The NRA: Defensive and Distraught

There’s something scary about armed citizens who will not negotiate.  Even armies occasionally meet in the middle of a battlefield to consider their losses and make treaties.  This has never been the NRA’s way. It has always been “Taking my gun from my cold dead hands,” as Charlton Heston famously declared.

Rhetorically struggling, the NRA continues to hold its ground in Washington.  Even the once-favored universal background check  is losing currency in Congress.  How is this possible, when NRA’s  public defense of Second Amendment rights has declined to an adolescent protest that we can’t enforce the gun control laws we want to pass?

Is this really a legitimate argument against passing a law: that crimes will still be committed and enforcement will be problematic?  Isn’t this an argument against laws enforcing seat belt use, or proscribing pornography or marijuana? You can’t control it, so why bother making laws against it?  It’s almost like wishing the offenders of the law “good luck,” because we don’t like the law either.

Desperate times call for desperate measures. The NRA is losing the public battle against reasonable gun control legislation, so its Congressional attack dogs, like Texas Senator Ted Cruz and Oklahoma Senator Darrel Imhof labor over the enforcement issue. Criminals will continue to find guns. Straw purchases will continue.  God-fearing gun owners will face confiscation.  What proposed law would take guns from legitimate gun owners? It is not these laws, but any laws that the NRA resists.

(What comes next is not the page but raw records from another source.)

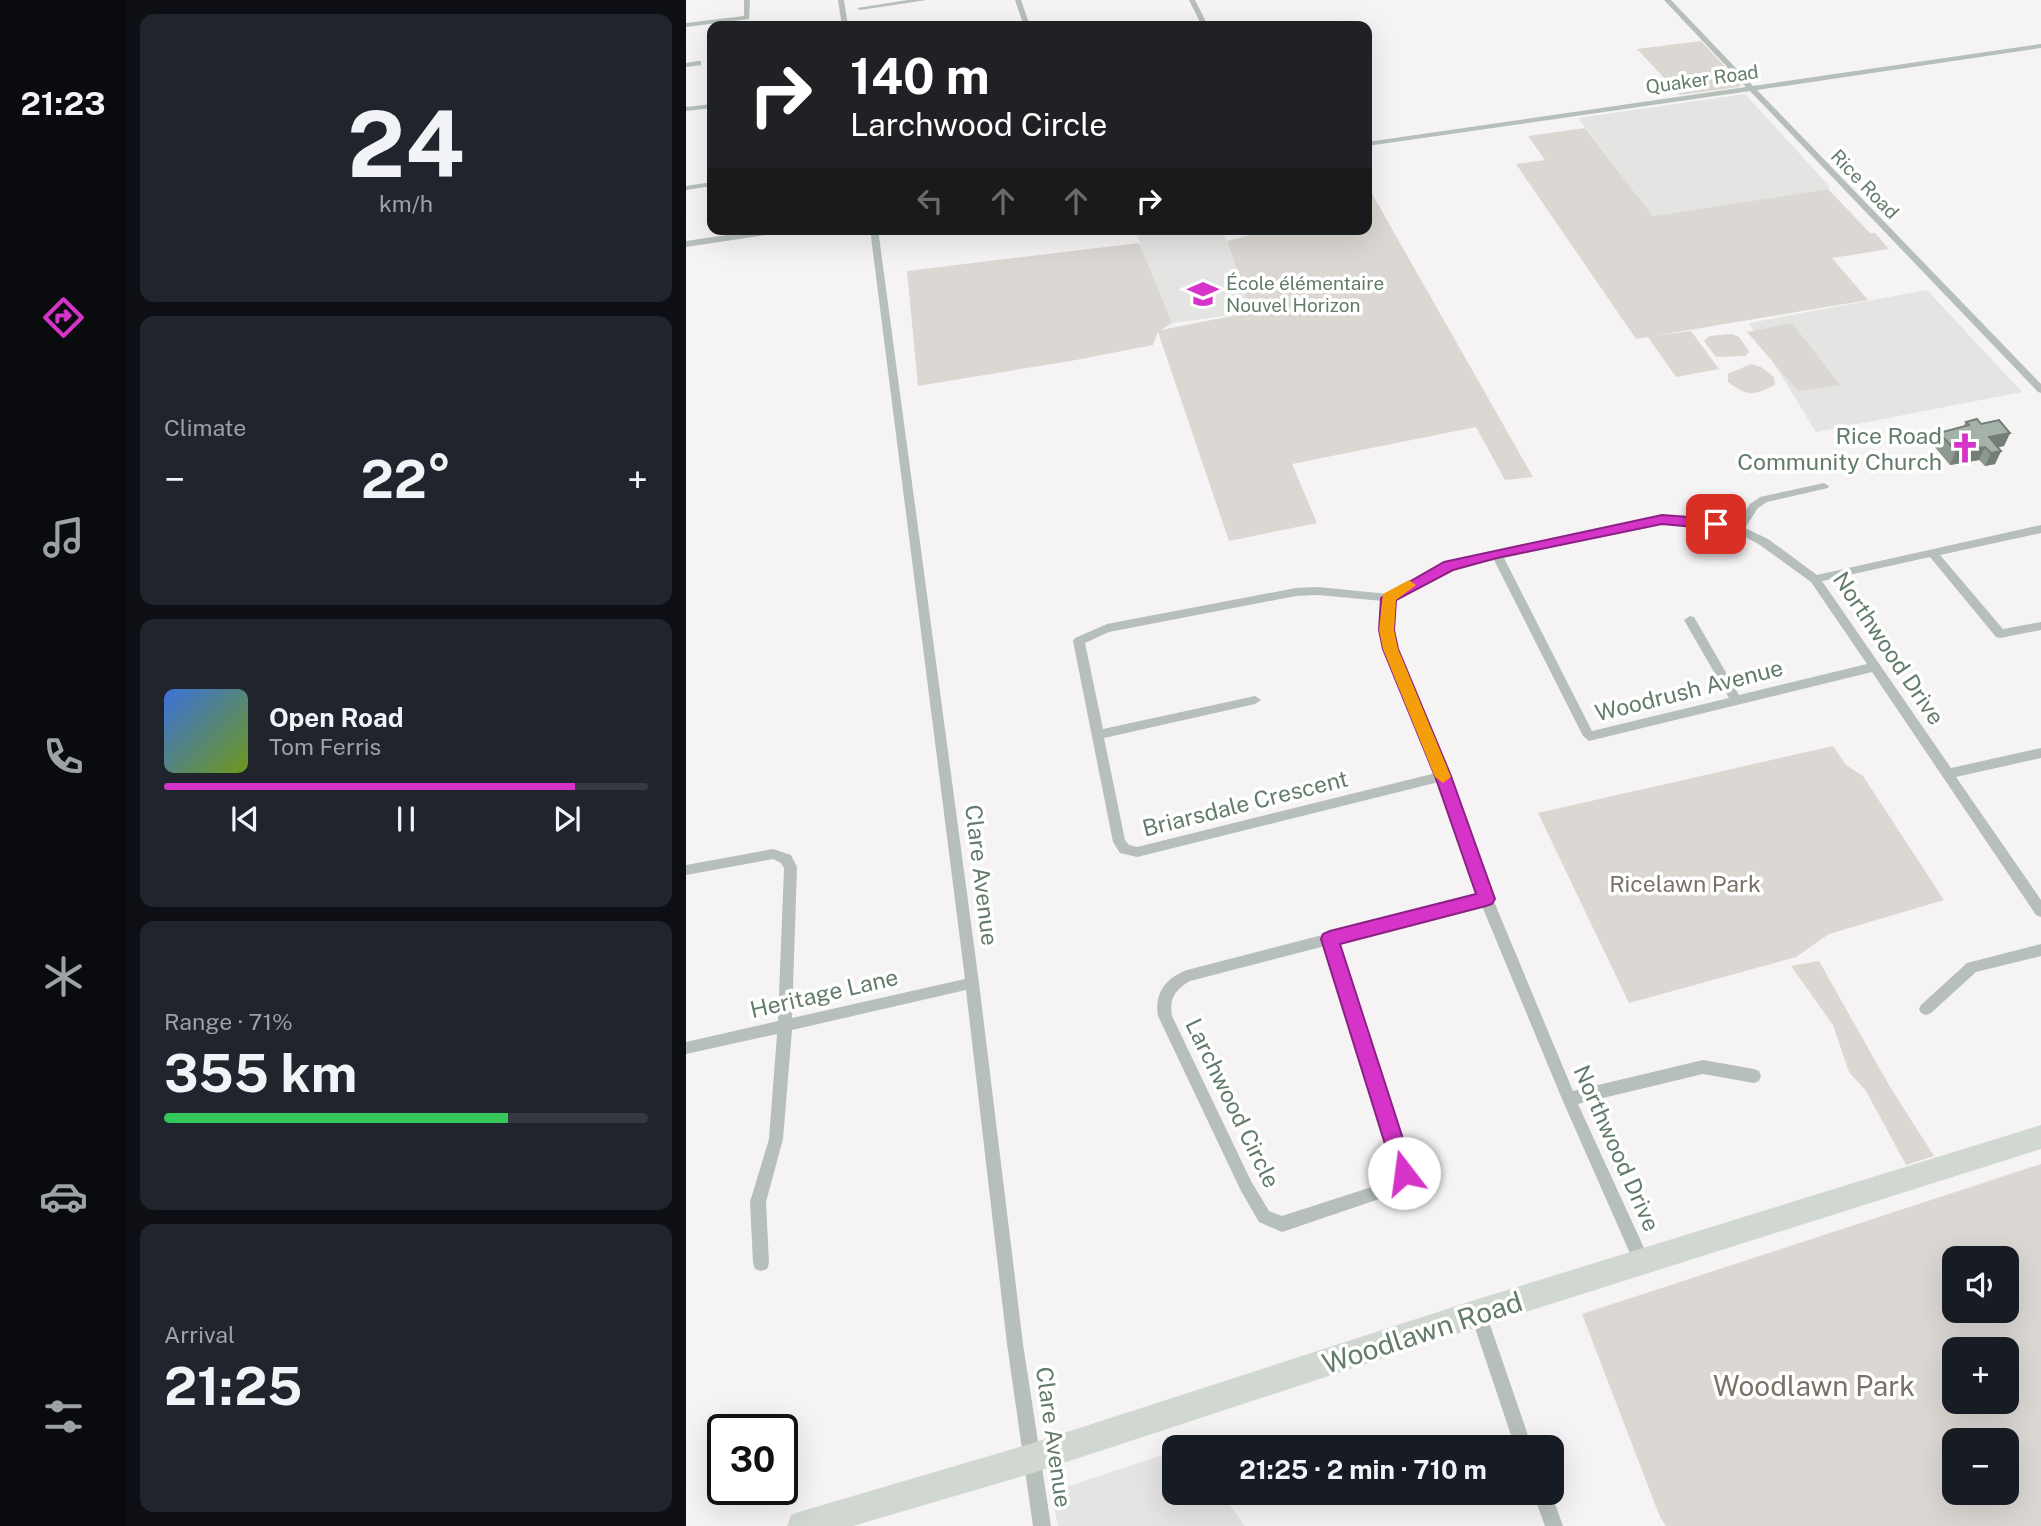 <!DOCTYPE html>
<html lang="en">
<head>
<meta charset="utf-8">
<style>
  :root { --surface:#171b24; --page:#20242c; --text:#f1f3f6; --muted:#9ea1a6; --line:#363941; --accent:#d634c9 }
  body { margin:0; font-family:"Public Sans",sans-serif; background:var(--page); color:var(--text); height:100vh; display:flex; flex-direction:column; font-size:26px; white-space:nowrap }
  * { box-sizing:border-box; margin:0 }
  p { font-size:23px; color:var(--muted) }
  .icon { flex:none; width:38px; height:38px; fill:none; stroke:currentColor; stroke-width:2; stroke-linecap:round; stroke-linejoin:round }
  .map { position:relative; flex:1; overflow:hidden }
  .panel { display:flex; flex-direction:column; gap:14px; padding:14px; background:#0d0f14; width:560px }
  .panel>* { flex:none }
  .top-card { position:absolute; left:21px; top:21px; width:665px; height:214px; border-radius:14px; box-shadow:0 7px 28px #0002; background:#202124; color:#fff; overflow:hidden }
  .tools { position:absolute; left:1256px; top:1246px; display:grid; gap:14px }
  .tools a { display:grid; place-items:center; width:77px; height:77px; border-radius:14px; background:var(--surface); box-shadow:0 7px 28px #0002; font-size:35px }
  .speed { position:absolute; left:21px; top:1414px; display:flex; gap:14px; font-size:35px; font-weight:700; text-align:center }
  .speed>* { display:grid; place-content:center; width:91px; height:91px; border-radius:50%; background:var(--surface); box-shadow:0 7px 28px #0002; line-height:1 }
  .speed .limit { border:4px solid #111; border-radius:10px; background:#fff; color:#111 }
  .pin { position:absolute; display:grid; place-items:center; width:60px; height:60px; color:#fff; margin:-30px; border-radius:14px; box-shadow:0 4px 10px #0006 }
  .me { position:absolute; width:77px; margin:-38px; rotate:345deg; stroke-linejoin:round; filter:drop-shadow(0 0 5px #0008) }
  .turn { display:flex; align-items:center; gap:24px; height:147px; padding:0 28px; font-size:32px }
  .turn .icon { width:91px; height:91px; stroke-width:2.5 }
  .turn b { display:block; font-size:49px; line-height:60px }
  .lanes { display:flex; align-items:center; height:66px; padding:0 28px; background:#0003; justify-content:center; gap:35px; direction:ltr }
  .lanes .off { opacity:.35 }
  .big { font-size:52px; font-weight:700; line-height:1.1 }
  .panel .widget { flex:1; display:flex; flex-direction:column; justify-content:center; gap:10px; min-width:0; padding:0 24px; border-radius:14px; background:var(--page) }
  .panel .dial { align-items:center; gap:0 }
  .dial b { font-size:91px; line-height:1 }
  .song { display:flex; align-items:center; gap:21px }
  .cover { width:84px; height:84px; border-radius:10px; background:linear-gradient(135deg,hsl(220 70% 55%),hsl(80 70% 35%)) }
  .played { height:7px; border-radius:4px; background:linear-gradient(90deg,var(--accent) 85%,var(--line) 85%) }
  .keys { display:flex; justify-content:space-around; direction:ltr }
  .heat { display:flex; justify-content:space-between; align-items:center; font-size:38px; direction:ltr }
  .charge { height:10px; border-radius:5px; background:linear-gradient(90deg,#34c759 71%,var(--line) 0) }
  .trip { position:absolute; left:476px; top:1435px; width:402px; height:70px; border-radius:14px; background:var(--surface); box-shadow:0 7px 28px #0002; font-weight:700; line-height:70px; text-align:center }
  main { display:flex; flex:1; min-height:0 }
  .dock { display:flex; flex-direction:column; width:126px; justify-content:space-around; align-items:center; background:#090b0e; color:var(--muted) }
  .dock .icon { width:49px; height:49px }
  .dock .current { color:var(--accent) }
  .dock b { font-size:32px; color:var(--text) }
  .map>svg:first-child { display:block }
  .built { fill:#e4e4e3 }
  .green { fill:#dbd7d3; fill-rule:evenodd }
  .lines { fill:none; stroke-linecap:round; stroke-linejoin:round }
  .minor { fill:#b6bfb9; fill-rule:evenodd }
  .major { fill:#d1d8d2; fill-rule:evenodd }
  .wall { fill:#8e9990 }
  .shaded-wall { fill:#747d76 }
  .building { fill:#a5b2a8; stroke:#747d76; stroke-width:2 }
  .route { fill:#d634c9; stroke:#8b2283; stroke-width:2 }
  .slow { fill:#f59e0b }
  .labels { text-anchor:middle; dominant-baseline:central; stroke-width:7; stroke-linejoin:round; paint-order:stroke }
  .far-street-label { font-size:19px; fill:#637c6a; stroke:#fff }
  .far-poi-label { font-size:19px; fill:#637c6a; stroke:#fff; text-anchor:start }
  .poi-label { font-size:23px; fill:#637c6a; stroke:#fff; text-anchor:end }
  .street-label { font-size:23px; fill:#637c6a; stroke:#fff }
  .park-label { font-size:23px; fill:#7a7266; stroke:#fff }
  .near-street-label { font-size:28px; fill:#637c6a; stroke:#fff }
  .near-park-label { font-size:28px; fill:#7a7266; stroke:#fff }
</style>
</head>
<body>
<main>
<nav class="dock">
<b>21:23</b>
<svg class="icon current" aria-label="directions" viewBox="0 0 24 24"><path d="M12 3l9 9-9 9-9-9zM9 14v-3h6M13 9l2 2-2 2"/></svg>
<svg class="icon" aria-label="music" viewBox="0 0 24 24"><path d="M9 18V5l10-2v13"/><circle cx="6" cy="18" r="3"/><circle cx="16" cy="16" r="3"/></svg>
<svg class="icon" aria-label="phone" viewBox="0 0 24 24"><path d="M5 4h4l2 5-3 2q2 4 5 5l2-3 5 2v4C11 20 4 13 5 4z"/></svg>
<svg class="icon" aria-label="climate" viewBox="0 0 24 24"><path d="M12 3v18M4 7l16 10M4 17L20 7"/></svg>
<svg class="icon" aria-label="car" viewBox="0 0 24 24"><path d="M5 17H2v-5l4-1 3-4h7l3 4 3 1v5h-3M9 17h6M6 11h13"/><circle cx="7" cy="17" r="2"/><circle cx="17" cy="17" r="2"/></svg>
<svg class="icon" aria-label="filters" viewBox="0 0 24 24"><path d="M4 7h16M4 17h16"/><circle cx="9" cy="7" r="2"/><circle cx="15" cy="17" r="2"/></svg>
</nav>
<section class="panel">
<div class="widget dial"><b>24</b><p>km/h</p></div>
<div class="widget"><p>Climate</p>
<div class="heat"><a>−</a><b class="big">22°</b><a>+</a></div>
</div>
<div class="widget">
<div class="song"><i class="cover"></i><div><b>Open Road</b><p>Tom Ferris</p></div></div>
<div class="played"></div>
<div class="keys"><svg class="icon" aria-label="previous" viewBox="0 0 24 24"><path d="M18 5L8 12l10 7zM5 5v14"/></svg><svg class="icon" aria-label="pause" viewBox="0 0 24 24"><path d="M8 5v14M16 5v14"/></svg><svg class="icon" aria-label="next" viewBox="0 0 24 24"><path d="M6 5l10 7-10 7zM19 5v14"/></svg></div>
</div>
<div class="widget"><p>Range · 71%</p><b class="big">355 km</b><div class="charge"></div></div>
<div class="widget"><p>Arrival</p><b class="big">21:25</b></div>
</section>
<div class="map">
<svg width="1355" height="1526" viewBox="0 0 1355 1526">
  <rect width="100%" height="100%" fill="#f6f3f4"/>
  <!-- built -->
  <path class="built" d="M1059,94L1144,187L1142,189L967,216L892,118Z
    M449,229H536L567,312L486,323L465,276Z
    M1241,290L1336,392L1130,432L1063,323Z
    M488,1451V1493H535L559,1526H372L365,1492Z"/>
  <!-- green -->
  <path class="green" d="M1015,41L1055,84L1053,87L994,95L951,49Z
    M899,128L967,216L1142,189L1184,233H1189L1203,249L1146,258L1182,300L967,336L1005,331L1033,369L990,377L962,337L950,339L830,164L859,160L842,136Z
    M681,185L847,477L819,480L790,427L606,464L631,523L543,541L472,332L467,345L390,360L232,386L221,271L453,243L486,323L475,330L566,312L541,241L587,229H681Z
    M1106,323L1154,385L1112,391L1061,332Z
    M1045,334L1053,337L1063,351L1060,356L1030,357L1018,341L1023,336Z
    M1065,364L1075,367L1088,377L1089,385C1066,396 1063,397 1042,382V374Z
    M1147,746L1160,765L1177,776L1258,900L1143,934L1110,957L943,1003L852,813Z
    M1133,961L1204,1087L1248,1156L1220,1165L1180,1091L1163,1072L1147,1025L1105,966Z
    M1355,1164V1526H980L974,1517L896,1314ZM1269,1258H1321V1311H1269ZM1269,1349H1321V1402H1269ZM1269,1440H1321V1493H1269Z"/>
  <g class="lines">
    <!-- minor -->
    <path class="minor" d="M58,0H64L63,19L0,27V23L58,16Z
      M152,0H158L162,26H156Z
      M222,0H241L174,10L171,8Z
      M329,0H335L344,26H338Z
      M503,0H509L522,26H516Z
      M978,0H985L1067,86L1355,44V48L1071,90L1355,384V393L1352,392L1064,91L681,146V142L1060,87Z
      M12,61H15V65L0,67V63Z
      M26,104V108L0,111V107Z
      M26,182V186L0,190V186Z
      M81,229H103L99,232L0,247V241Z
      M184,229H192L293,983L337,1344L365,1526H347L321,1344L280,990L106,1030L97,1139L80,1202L83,1263L81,1269L75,1271L69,1269L67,1263L64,1202L83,1139L91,1034L0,1054V1042L92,1021L98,868L95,863L87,859L0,875V865L87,849L105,855L111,867L106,1018L279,979Z
      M1138,483L1143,486L1142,488L1081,502L1072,508L1059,528L1082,539L1131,575L1355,525V533L1254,555L1317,629L1355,622V630L1314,638L1310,637L1244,557L1136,581L1265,768L1355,748V758L1270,777L1355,900V917L1350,915L1186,672L903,741L897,736L808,560L766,569L708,600L707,630L711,649L763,776L807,899L887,1091L1017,1060L1068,1069L1073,1071L1075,1076L1073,1081L1068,1083L1017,1074L892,1104L964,1261L962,1267L956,1269L950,1267L876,1099L796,906L652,943L726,1173L708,1194L596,1232L573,1222L555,1191L472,1016C468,993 480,978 501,970L792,895L753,782L451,857L434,853L427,842L387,641L389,638L421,624L610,588L632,587L702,594L759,563L811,550L976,515L1030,520L1050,525L1064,504L1074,497ZM976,523L1030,528L1050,532L1074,545L1125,582L1181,664L1053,695L1008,617L1004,616L998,620L1043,698L906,731L818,558ZM632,595L697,601L695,630L699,649L750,773L451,847L443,845L439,840L418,738L569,704L575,700L569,696L417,729L399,643L423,632L610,596ZM639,946L710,1171L698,1183L596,1216L583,1211L565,1181L486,1016C483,998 489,990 504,981Z
      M1355,944V956L1290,972L1245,1013L1240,1015L1235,1013L1233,1009L1235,1005L1281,963Z
      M792,1305L798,1307L800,1313L846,1447H829L784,1313L786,1307Z
      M847,1493H865L877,1526H859Z"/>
    <!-- major -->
    <path class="major" d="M1355,1125V1149L792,1327L347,1473L167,1526H101L105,1515L116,1511L347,1443L792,1299Z"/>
  </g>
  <!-- wall -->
  <path class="wall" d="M1280,422L1295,424L1324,433L1318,446L1312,447L1315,451L1309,464L1299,466L1293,460L1264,465L1248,446L1253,433L1277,427Z"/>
  <!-- shaded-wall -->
  <path class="shaded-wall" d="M1324,433L1318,446L1302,450L1299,447L1293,460L1264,465L1270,451L1303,437Z
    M1315,451L1309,464L1299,466L1305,453Z"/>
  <!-- building -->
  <path class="building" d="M1291,419L1295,424L1313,420L1324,433L1303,437L1315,451L1305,453L1299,447L1270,451L1253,433L1283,425L1280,422Z"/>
  <!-- route -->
  <path class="route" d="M976,515L1030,519L1037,524L1030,529L976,524L811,558L767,570L710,600L708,630L712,649L765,776L809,899L806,904L800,906L654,944L728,1173L725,1180L718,1183L711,1180L708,1173L635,939L637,934L644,931L790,894L749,776L697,649L693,630L695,598L758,562Z"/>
  <!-- slow -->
  <path class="slow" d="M723,580L730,585L710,600L708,630L712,649L765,777L757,783L749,777L697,649L693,630L697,594Z"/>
  <!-- icons -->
  <defs>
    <g id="school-bare" transform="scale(2.415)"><path d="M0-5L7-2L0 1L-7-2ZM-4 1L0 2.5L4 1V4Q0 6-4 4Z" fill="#d634c9" stroke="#fff" stroke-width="2.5" paint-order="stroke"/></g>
    <g id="church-bare" transform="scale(2.415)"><path d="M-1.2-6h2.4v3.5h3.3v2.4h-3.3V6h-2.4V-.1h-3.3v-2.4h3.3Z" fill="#d634c9" stroke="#fff" stroke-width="2.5" paint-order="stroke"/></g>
  </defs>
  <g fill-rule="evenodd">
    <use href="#school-bare" x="517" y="294"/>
    <use href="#church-bare" x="1279" y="448"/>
  </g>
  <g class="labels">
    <!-- far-street labels -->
    <g class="far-street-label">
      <text transform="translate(1016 79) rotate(-8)">Quaker Road</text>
      <text transform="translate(1179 184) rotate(46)">Rice Road</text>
    </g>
    <!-- far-poi labels -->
    <g class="far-poi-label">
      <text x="540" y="283">École élémentaire<tspan x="540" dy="22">Nouvel Horizon</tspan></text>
    </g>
    <!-- poi labels -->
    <g class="poi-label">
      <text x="1256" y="435">Rice Road<tspan x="1256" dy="26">Community Church</tspan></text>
    </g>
    <!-- street labels -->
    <g class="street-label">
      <text transform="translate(1203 648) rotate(56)">Northwood Drive</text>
      <text transform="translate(1003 690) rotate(-14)">Woodrush Avenue</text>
      <text transform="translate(559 803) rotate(-14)">Briarsdale Crescent</text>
      <text transform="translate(296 875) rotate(83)">Clare Avenue</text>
      <text transform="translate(138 993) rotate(-13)">Heritage Lane</text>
      <text transform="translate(547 1103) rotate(64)">Larchwood Circle</text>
      <text transform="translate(931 1148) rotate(66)">Northwood Drive</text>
      <text transform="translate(368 1437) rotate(82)">Clare Avenue</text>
    </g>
    <!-- park labels -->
    <g class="park-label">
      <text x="999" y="883">Ricelawn Park</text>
    </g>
    <!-- near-street labels -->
    <g class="near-street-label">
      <text transform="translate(736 1332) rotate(-18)">Woodlawn Road</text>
    </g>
    <!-- near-park labels -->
    <g class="near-park-label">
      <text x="1128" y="1385">Woodlawn Park</text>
    </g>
  </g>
</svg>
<div class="tools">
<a><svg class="icon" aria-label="sound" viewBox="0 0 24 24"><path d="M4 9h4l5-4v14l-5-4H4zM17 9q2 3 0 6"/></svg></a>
<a>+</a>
<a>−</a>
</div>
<div class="speed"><div class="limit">30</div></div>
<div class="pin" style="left:1030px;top:524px;background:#d93025"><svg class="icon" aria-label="arrive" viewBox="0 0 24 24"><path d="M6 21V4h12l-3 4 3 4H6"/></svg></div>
<svg class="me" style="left:718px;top:1173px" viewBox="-20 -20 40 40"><circle r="19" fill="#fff"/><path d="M0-13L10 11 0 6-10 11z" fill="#d634c9"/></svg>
<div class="trip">21:25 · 2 min · 710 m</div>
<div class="top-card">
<div class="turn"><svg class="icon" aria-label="right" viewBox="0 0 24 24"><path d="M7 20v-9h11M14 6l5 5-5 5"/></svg><div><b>140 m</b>Larchwood Circle</div></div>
<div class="lanes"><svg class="icon off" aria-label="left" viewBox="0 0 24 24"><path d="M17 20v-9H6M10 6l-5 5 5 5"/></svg><svg class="icon off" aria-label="ahead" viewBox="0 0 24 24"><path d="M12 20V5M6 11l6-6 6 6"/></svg><svg class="icon off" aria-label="ahead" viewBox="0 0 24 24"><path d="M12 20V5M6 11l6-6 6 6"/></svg><svg class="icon" aria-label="right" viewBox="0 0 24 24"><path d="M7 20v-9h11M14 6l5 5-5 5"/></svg></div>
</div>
</div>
</main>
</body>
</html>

This is why the NRA can not earn my respect. Every gun control law comes down to whether you can defend your home against lawlessness or government intrusion. Every gun control law trespasses on the Second Amendment.  Every law compromises your freedom.  In the realm of gun control, the NRA is no different than anarchists.

The NRA’s rhetorical stand against gun control legislation has lost its potency. Public polling continues to favor universal background checks and limits on gun magazines.  The proscription of certain assault weapons lag a little behind in the polling. But gun control advocates would still bring it all to a vote. Let’s see who will go on record against these measures.

Sunday night Sixty Minutes brought seven victimized families from Newtown, CT back into the public spotlight. They showed them passing out literature prior to the Connecticut’s passing of the country’s strictest gun control law. They documented the grim resolve of each family to make this cause a life commitment.  The victimized mothers and fathers argued persuasively that a smaller gun magazine would have saved some children’s lives on December 14, 2012.  None of them asserted radical positions on gun control. Some even defended the legality of some assault weapons.

That is the difference between the NRA and its opponents. The NRA does not know the meaning of “concession” or “compromise.”  It fights behind a battle front that never moves or regroups.

Eventually this rhetorical strategy will stumble, because the United States is not a “take-no-prisoners” society.  Battle fronts in Congress move every month on matters like immigration and education.  Gun control will be no different. The whimper and the bluster will eventually give way to reason, because we will not forget Rep. Gabby Giffords, Aurora or Newtown.  The rhetorical battle is already won, and the political battle is ripe for negotiation.